Complications are rare with rubella in healthy infants and adults. Rarely, encephalitis or peripheral neuritis may occur; however, recovery is usually complete without sequelae. Thrombocytopenia usually resolves within a month, but it may result in purpura, epistaxis, and intestinal bleeding.

Congenital rubella syndrome (CRS)

This the most severe and important complication of rubella and occurs in the fetus of a pregnant woman without immunity to the virus. Of infants infected in the first trimester, 50% are affected, and the severity depends on how early the infection occurs. Note the following:

The most common abnormalities are ophthalmologic in nature (eg, cataracts, retinopathy).

Cardiac abnormalities (eg, patent ductus arteriosus, pulmonary stenosis) may be seen.

Auditory involvement may be present as sensorineural deafness.

Neurologic disorders (eg, meningoencephalitis, mental retardation with behavioral disorders) may occur.

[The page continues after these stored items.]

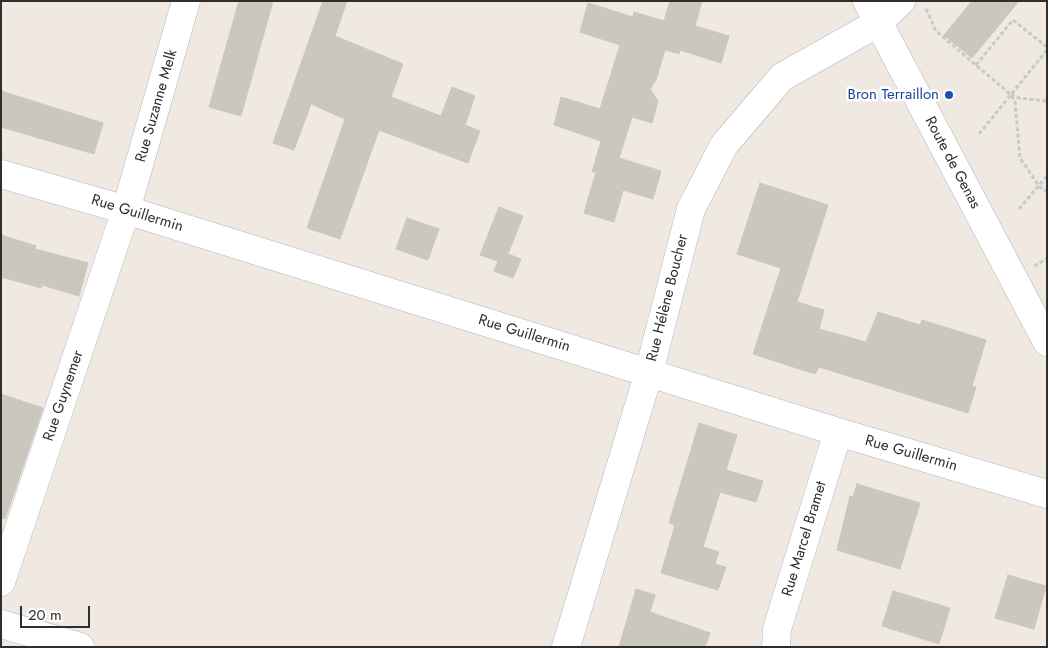 <!DOCTYPE html>
<html>
<head>
<meta charset="utf-8">
<style>
	body { margin:0 }
	#map { position:relative; width:1048px; height:648px; overflow:hidden; background:#efe9e1; font-family:Jost,sans-serif }
	canvas { display:block }
	.frame { position:absolute; inset:0; border:2px solid #2e2e2e; pointer-events:none }
	.scale { position:absolute; left:20px; top:606px; width:70px; height:22px; box-sizing:border-box; border:2px solid #2e2e2e; border-top:0; padding-left:6px; font-size:15px; line-height:18px; white-space:nowrap; color:#2e2e2e; -webkit-text-stroke:4px #fff; paint-order:stroke }
</style>
</head>
<body>
<div id="map">
<canvas width="1048" height="648"></canvas>
<div class="frame"></div>
<div class="scale">20 m</div>
</div>
<script>
const ctx = document.querySelector('canvas').getContext('2d');
ctx.lineJoin = 'round';
function fill(path, color) { ctx.fillStyle = color; ctx.fill(path, 'evenodd'); }
const shape = rows => new Path2D(rows.map(r => 'M' + r).join(''));
function trace(path, color, width, dash) { ctx.strokeStyle = color; ctx.lineWidth = width; ctx.lineCap = dash ? 'butt' : 'round'; ctx.setLineDash(dash || []); ctx.stroke(path); }
function write(font, color, halo, rows, align = 'center') {
  ctx.font = font + ' Jost,sans-serif'; ctx.lineWidth = 5; ctx.setLineDash([]); ctx.textBaseline = 'middle'; ctx.strokeStyle = halo; ctx.fillStyle = color; for (const [text, x, y, turn = 0] of rows) {
    ctx.save(); ctx.translate(x, y); ctx.rotate((+turn || 0) * Math.PI / 180); ctx.textAlign = isNaN(turn) ? turn : align; if (halo) ctx.strokeText(text, 0, 0); ctx.fillText(text, 0, 0); ctx.restore();
  }
}
const building = shape([
	[239,1,273,1,241,116,209,107,239,1],
	[323,1,347,1,335,36,403,64,391,97,441,116,452,87,475,96,465,125,480,131,468,163,379,130,340,239,307,228,345,119,311,104,294,150,273,143,323,1],
	[670,1,702,1,695,26,729,36,721,63,680,50,679,54,665,50,656,80,650,89,658,101,652,123,632,117,619,158,661,171,653,199,623,190,614,222,584,213,596,172,592,172,601,141,554,125,561,97,600,109,620,45,580,32,588,3,633,17,634,12,664,21,670,1],
	[972,1,1019,1,972,58,944,35,972,1],
	[1,91,103,123,94,154,1,127,1,91],
	[760,183,828,205,797,302,824,310,819,329,866,342,878,312,920,325,922,320,986,340,972,386,976,387,968,413,819,367,815,374,753,354,781,268,737,254,760,183],
	[499,207,523,216,508,254,521,259,513,278,494,271,498,261,480,255,499,207],
	[407,218,439,229,428,260,396,249,407,218],
	[1,235,36,246,35,249,88,263,79,296,42,285,41,288,1,277,1,235],
	[1,394,43,408,5,519,1,518,1,394],
	[699,423,737,435,726,470,763,481,756,502,720,492,703,547,719,552,715,564,726,567,718,590,661,573,675,525,669,523,699,423],
	[857,484,920,503,900,569,837,550,850,496,853,497,857,484],
	[1008,575,1046,586,1034,629,995,618,1008,575],
	[636,589,655,595,650,612,710,633,705,647,619,647,636,589],
	[893,591,950,608,939,644,882,626,893,591]
]);
fill(building, '#cbc7bf');
trace(building, '#cbc5ba', 1);
const minor = shape([
	[1,174,126,210,838,432,1047,494],
	[1,582,126,210,186,1],
	[1,624,80,647],
	[566,647,649,372,691,209,724,145,782,77,878,23,901,1],
	[776,647,777,629,838,432]
]);
const secondary = shape([
	[867,1,1047,342]
]);
trace(minor, '#b4b7c1', 29);
trace(secondary, '#b4b7c1', 29);
trace(shape([
	[926,9,936,31,1010,94,1015,102,1020,158,1039,186,1047,192],
	[976,65,1013,20,1047,47],
	[1011,94,1019,98,1047,101],
	[979,134,1047,50],
	[1019,209,1047,176],
	[1034,266,1047,259]
]), '#c9c9c9', 3, [4, 2.5]);
trace(minor, '#fff', 28);
trace(secondary, '#fff', 28);
for (const [x, y, r, color] of [
	[949,95,5,"#1a4fb4"]
]) { const dot = new Path2D(); dot.arc(x, y, r, 0, 2 * Math.PI); ctx.fillStyle = color; ctx.fill(dot); trace(dot, '#fff', 2); }
write('15px', '#164399', '#fff', [
	["Bron Terraillon",939,95]
], 'right');
write('15px', '#2e2e2e', '#fff', [
	["Rue Suzanne Melk",157,106,-74],
	["Route de Genas",952,163,62],
	["Rue Guillermin",137,214,17],
	["Rue Hélène Boucher",668,298,-76],
	["Rue Guillermin",524,334,17],
	["Rue Guynemer",64,396,-71],
	["Rue Guillermin",911,454,16],
	["Rue Marcel Bramet",805,539,-73]
]);
</script>
</body>
</html>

If infection occurs after organ development, a variable picture may be seen, with hepatitis, splenomegaly, pneumonitis, myocarditis, and/or osteomyelitis.

If the bone marrow is affected, thrombocytopenia with purpura and petechiae occur. Bizarre purple macules and papules, which represent persistent dermal (extramedullary) hematopoiesis, are seen in the skin. This appearance is known as blueberry muffin baby. Note the image below.

Blueberry muffin newborn with lesions on the foreh Blueberry muffin newborn with lesions on the forehead.

An infant who is affected may continue to shed the virus for up to 1 year. At least 85% of infants who are affected shed the virus at 1 month, and 1-3% do so at 1 year. Therefore, these individuals should be considered contagious for at least 1 year and should be considered an exposure threat to nonimmune pregnant women, unless nasopharyngeal or urine culture results are repeatedly negative.

Pregnancy

No adequate treatment is available for pregnant women exposed to rubella. Immunoglobulin is not recommended unless termination of the pregnancy is not an option because cases of congenital rubella syndrome have occurred in infants born to mothers who received immunoglobulin shortly after exposure.